The world over, resident doctors are paid while they provide services and take their exams. In the USA, the Graduate Medical Education Budget is as high as 150 billion dollars. They recruit doctors into residency which has over 31,000 spaces. In England, there are about 16, 000 residency spaces, all these are in cyberspace, you can look it up for proper investigation. They even pay rural allowances in far north of England for over 15, 000 GBP. So, let’s not be disturbed by falsehood spewed by government appointees when they show gross ignorance.
On the threat to fine members in state hospitals should they fail to join strike
The NEC fined all her members nationwide should they fail to join the strike, it is normal union practice to keep at bay erring behaviours. The state institutions are badly hit. We have had meetings with state governors to domesticate and implement the MRTA and yet they have not, only a few state governors like Governor Ifeanyi Okowa in Delta have done it. Governor Fayemi (Ekiti) has also done well and our engagements with him have been fruitful. Governor Makinde of Oyo State is also doing well. So we enjoin other governors to follow in that trajectory.
Doctors in the states joining the strike will definitely affect patients and thereby removing the only olive branch to cushion the effects. What alternative is left for them?
The masses include you and me and our relatives. We know the pains they feel but let’s not forget that doctors are also human, they have children, parents and loved ones they care for too. We also need to be emotionally, physically, and financially stable to give top quality health care to the masses as well. Their hardship is from the failure of government appointees.
Shortage of doctors and brain drain currently affecting health services, how many resident doctors do we have in Nigeria?
Nigeria should have nothing short of 40,000 resident doctors but what we have now is around 16, 000; this has led to burn out and fatigue among doctors.
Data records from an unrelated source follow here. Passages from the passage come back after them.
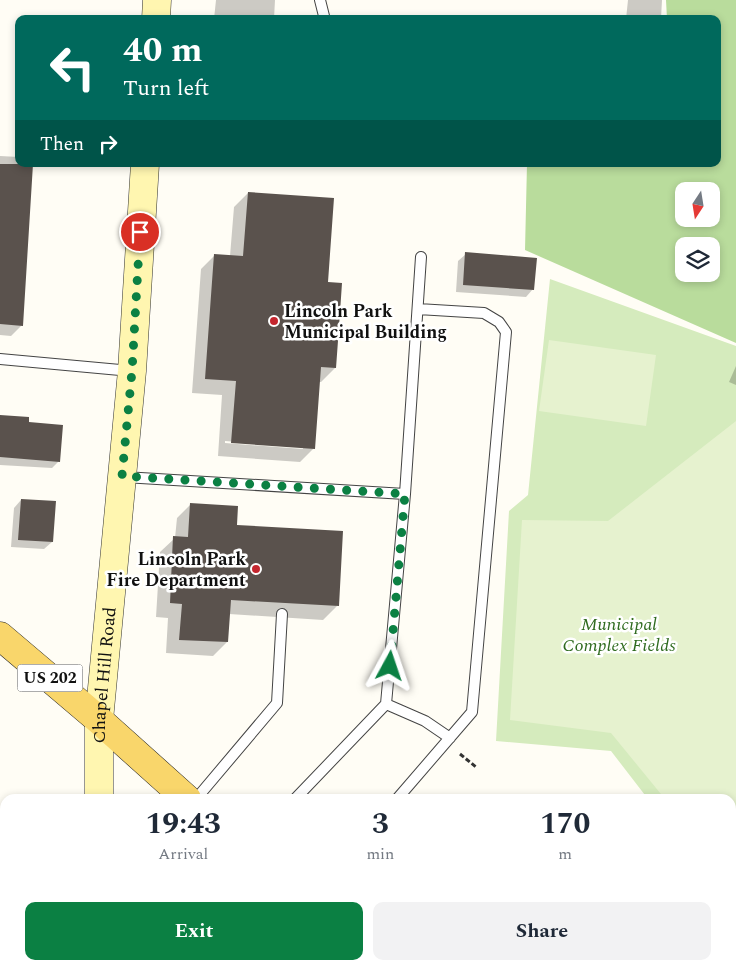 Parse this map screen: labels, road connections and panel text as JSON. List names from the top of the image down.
{
  "streets": {
    "main road": ["Chapel Hill Road", "US 202"]
  },
  "crossings": [
    ["Chapel Hill Road", "US 202"]
  ],
  "parks": ["Municipal Complex Fields"],
  "places": ["Lincoln Park Municipal Building", "Lincoln Park Fire Department"],
  "north": "bottom",
  "page": {
    "turn": ["40 m", "Turn left"],
    "then": "Then",
    "eta": [
      "19:43",
      "Arrival",
      "3",
      "min",
      "170",
      "m"
    ],
    "buttons": ["Exit", "Share"]
  }
} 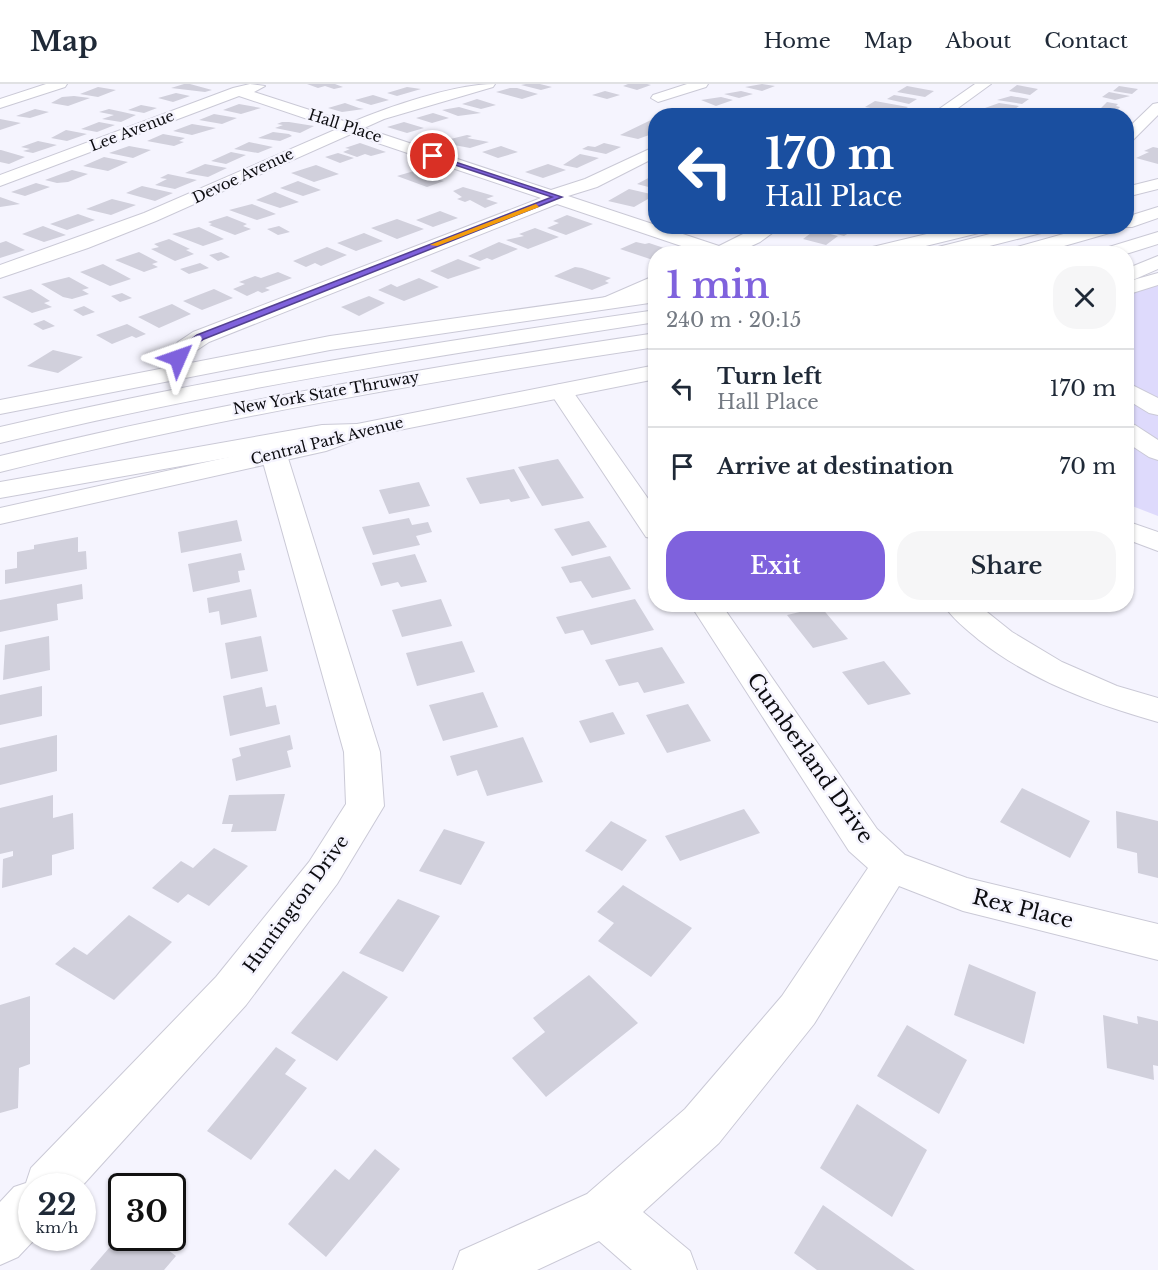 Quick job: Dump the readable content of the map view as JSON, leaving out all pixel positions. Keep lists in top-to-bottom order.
{
  "streets": {
    "main road": [
      "Hall Place",
      "Lee Avenue",
      "Devoe Avenue",
      "New York State Thruway",
      "Central Park Avenue",
      "Cumberland Drive",
      "Huntington Drive",
      "Rex Place"
    ]
  },
  "crossings": [
    ["Hall Place", "Lee Avenue"],
    ["Hall Place", "Devoe Avenue"],
    ["Central Park Avenue", "Huntington Drive"],
    ["Cumberland Drive", "Rex Place"]
  ],
  "page": {
    "header": "Map",
    "nav": [
      "Home",
      "Map",
      "About",
      "Contact"
    ],
    "turn": ["170 m", "Hall Place"],
    "heading": ["1 min", "240 m · 20:15"],
    "list": [
      {
        "name": "Turn left",
        "note": "Hall Place",
        "value": "170 m"
      },
      {
        "name": "Arrive at destination",
        "value": "70 m"
      }
    ],
    "buttons": ["Exit", "Share"],
    "speed": "22 km/h",
    "limit": "30"
  }
} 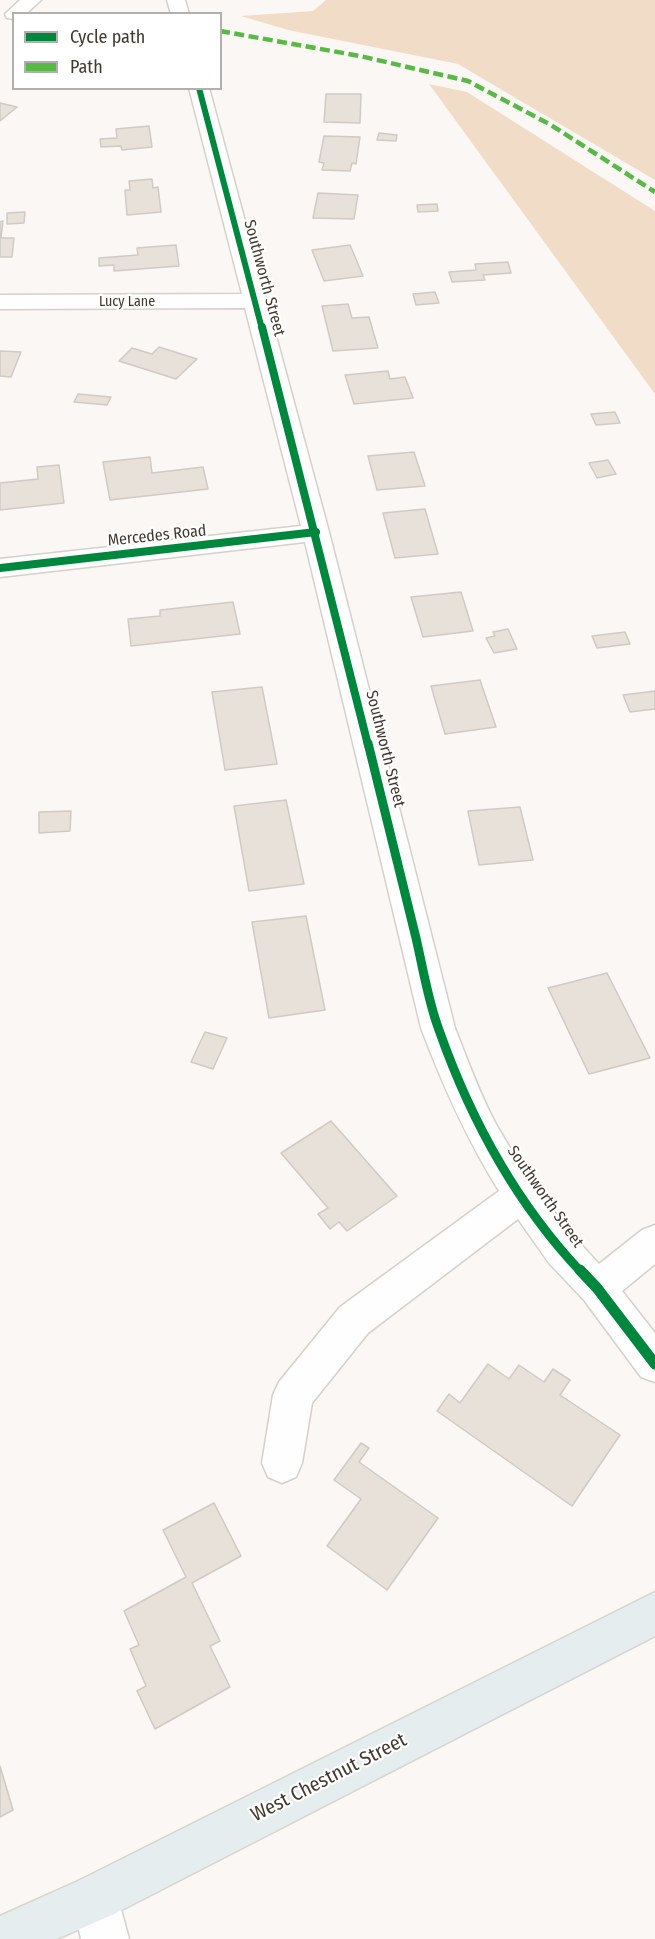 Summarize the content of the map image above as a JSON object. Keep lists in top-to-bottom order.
{
  "streets": {
    "main road": ["West Chestnut Street"],
    "street": ["Southworth Street", "Lucy Lane", "Mercedes Road"]
  },
  "crossings": [
    ["Southworth Street", "Lucy Lane"],
    ["Southworth Street", "Mercedes Road"]
  ],
  "legend": ["Cycle path", "Path"]
}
For each tertiary hospital, the strength is dependent on the capacity of the hospital vis a vis bed space and consultants for training. The major cause of physician burn out and fatigue stems from acute shortage of doctors in these health facilities.
Still on your meeting with government, will you say government has handled issues regarding hazard allowance well in the face of a pandemic?
The answer stares at you in the face. Government appointees rake in millions from our commonwealth while those confronting the real hazards get a paltry N5, 000. HIV, hepatitis, Lassa fever and COVID-19 stare at us in the face on daily basis.
What is the way forward?
The cost of the strike is both on us and the people of Nigeria who we provide health care amidst the austere working conditions. We have told government our minimum requirements; when they do that, we will return to doing what we do best which is saving lives.
Many of your members are leaving the country after training. How do we reconcile this?
This again comes from insecurity, harsh economic realities and poor infrastructure. This is what we are crying out for. Government should do the needful to keep doctors here.
Despite the COVID-19 challenge and the fact that you are on strike, President Buhari went overseas for treatment. What is your take?
You should look at the scenario. The high and the mighty enslave and impoverish us. When we take ill, we are left to the poor health care facilities. When they are sick, they go to the UK, their wives to Dubai, their daughters give birth in Dubai, their sons seek healthcare in Germany.
These are real-time issues, corruption is our major issue, if they invest in health care in Nigeria, trust me people won’t emigrate. President Joe Biden seeks help in America, PM Boris Johnson had COVID-19 and was treated in a public facility in the UK because, over the years, they have built good health systems and are still largely investing in public facilities. We continue to push on.